In our final newsletter of 2017, we notified members of a big win for the field. Namely, that Fannie Mae and Freddie Mac (the Enterprises) committed in their Underserved Markets Plans to increase access to mortgages for shared equity homebuyers over the next three years. This past week, Emily Thaden, Grounded Solutions’ Director of National Policy & Sector Strategy, wrote a Shelterforce blog describing the activities each Enterprise will pursue to reach these goals. However, it’s important to note that not all homeownership programs currently meet the definition of “shared equity homeownership” in the Duty to Serve program, as defined in regulation. The following checklist can help you determine if your program is eligible in order to reap the benefits of the upcoming activities of Fannie Mae and Freddie Mac.
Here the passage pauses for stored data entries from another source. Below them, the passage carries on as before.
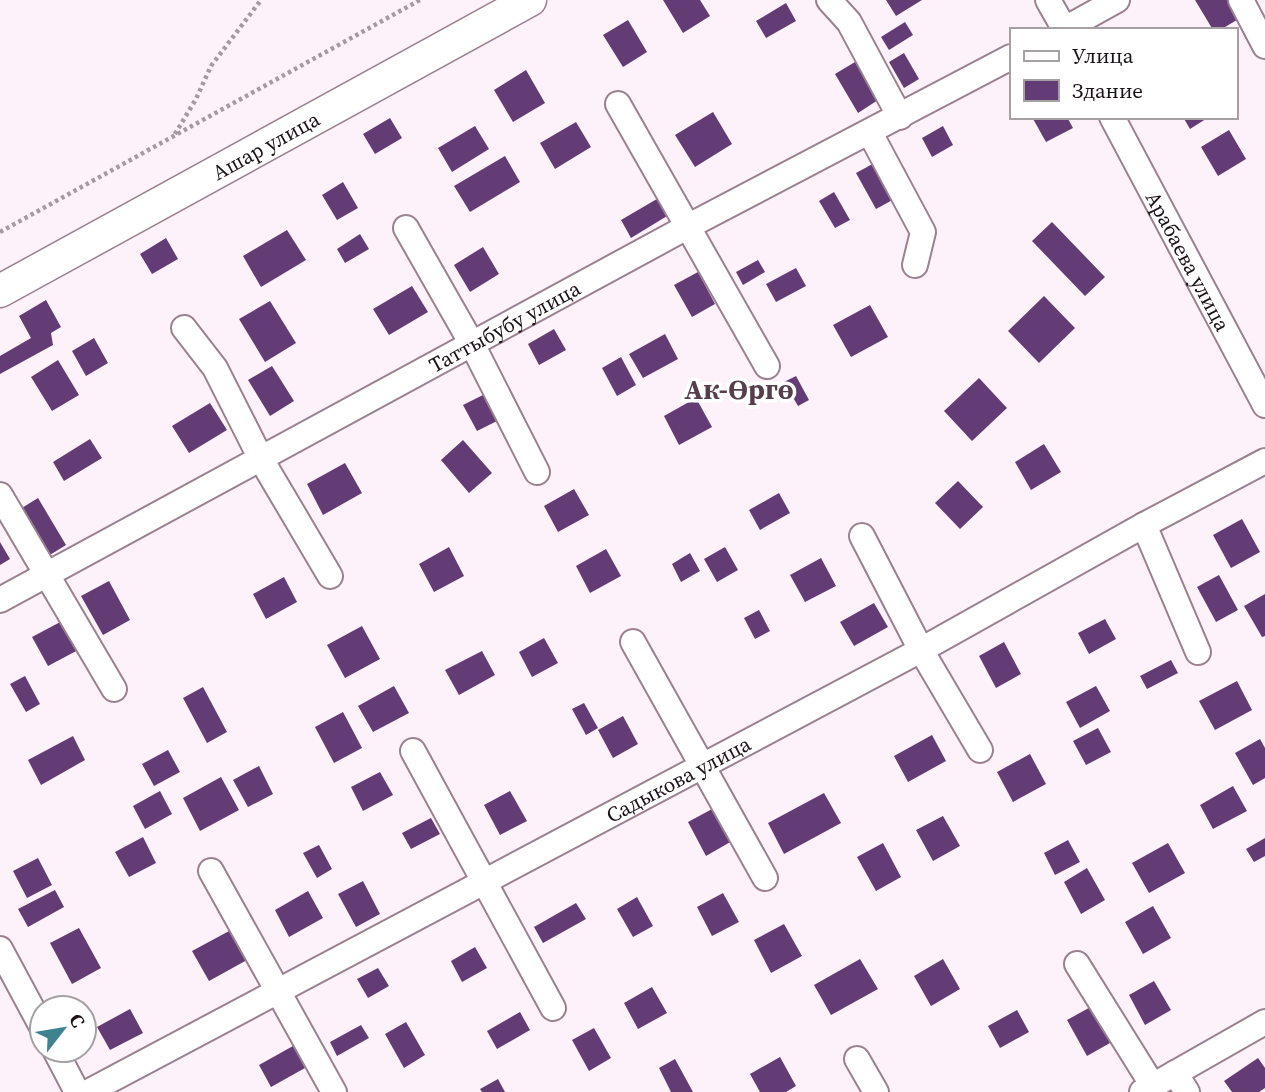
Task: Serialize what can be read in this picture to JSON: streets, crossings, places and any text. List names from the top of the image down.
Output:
{
  "streets": {
    "street": [
      "Ашар улица",
      "Арабаева улица",
      "Таттыбубу улица",
      "Садыкова улица"
    ]
  },
  "districts": ["Ак-Өргө"],
  "legend": ["Улица", "Здание"],
  "north": "top right"
}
If your program doesn’t meet the regulatory definition, then Fannie Mae and Freddie Mac will not get credit for meeting their obligations under the Duty to Serve program. This doesn’t necessarily mean that buyers in your program won’t be able to access their mortgages, but it means that your program will probably not benefit from many changes being rolled out during the implementation of the Plans. For instance, both Enterprises are developing changes in loan products so that more homebuyers or programs are eligible for mortgages and so that the burden on lenders to originate loans is lessened.
If your homeownership program aims to keep properties permanently affordable, then consider making changes to your legal documentation or program design. The benefit will be that your homebuyers will likely be able to access more mortgage finance options over time as the Enterprises implement their Underserved Market Plans. Beyond that, Grounded Solutions Network supports these practices and believes the field will benefit from greater standardization. If you have any questions, contact our help desk.
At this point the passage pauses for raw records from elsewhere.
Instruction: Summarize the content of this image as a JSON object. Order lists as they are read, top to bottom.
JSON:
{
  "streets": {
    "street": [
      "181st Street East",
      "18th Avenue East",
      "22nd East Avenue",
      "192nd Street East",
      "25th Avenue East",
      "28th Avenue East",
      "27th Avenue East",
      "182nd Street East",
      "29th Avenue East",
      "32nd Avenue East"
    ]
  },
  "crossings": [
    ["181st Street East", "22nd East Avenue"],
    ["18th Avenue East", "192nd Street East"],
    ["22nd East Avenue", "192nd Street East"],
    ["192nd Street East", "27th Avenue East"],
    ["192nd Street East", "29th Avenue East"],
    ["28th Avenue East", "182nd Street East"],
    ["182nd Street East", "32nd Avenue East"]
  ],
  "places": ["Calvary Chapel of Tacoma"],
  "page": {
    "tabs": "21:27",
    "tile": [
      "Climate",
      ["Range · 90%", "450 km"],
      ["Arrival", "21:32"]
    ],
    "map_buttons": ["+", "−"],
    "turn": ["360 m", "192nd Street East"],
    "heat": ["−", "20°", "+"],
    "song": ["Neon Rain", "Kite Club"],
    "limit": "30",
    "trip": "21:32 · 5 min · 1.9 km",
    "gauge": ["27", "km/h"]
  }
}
Take the test! If the following criteria apply to your program, you should be eligible:
1. Program is a:
Nonprofit or community land trust with a resale-restricted program (i.e. Habitat, CDC, or CLT with shared equity program)
State, local, or quasi-government entity with a resale-restricted program
2. Program provides homeownership opportunities to very low-, low-, or moderate-income households (i.e. 80% or below median family income).
3. The legal agreement between the program and homebuyer that establishes resale restrictions is one of the following:
Second mortgage loan (or shared appreciation loan)
Other legal mechanism
4. Legal agreement states that the program will keep the home affordable for subsequent very low-, low-, or moderate income families.
5. The term of legal agreement is at least 30 years.
6. Legal agreement has a resale formula that limits homeowner’s proceeds at resale.
7. Program or its assignee (i.e. an eligible homebuyer) has a preemptive option to purchase the home (a.k.a. “right of first refusal”) from the homeowner at resale.
8. Legal agreement states that program must review and approve any refinances and home equity lines of credit.
Note that: (1) limited equity housing cooperatives may meet this definition, but currently, they are largely excluded from benefiting from single-family mortgage activity at both Enterprises, and (2) shared appreciation loan programs that fulfill these requirements and are run by (or partnering with) a nonprofit, government or quasi-governmental entity are also eligible.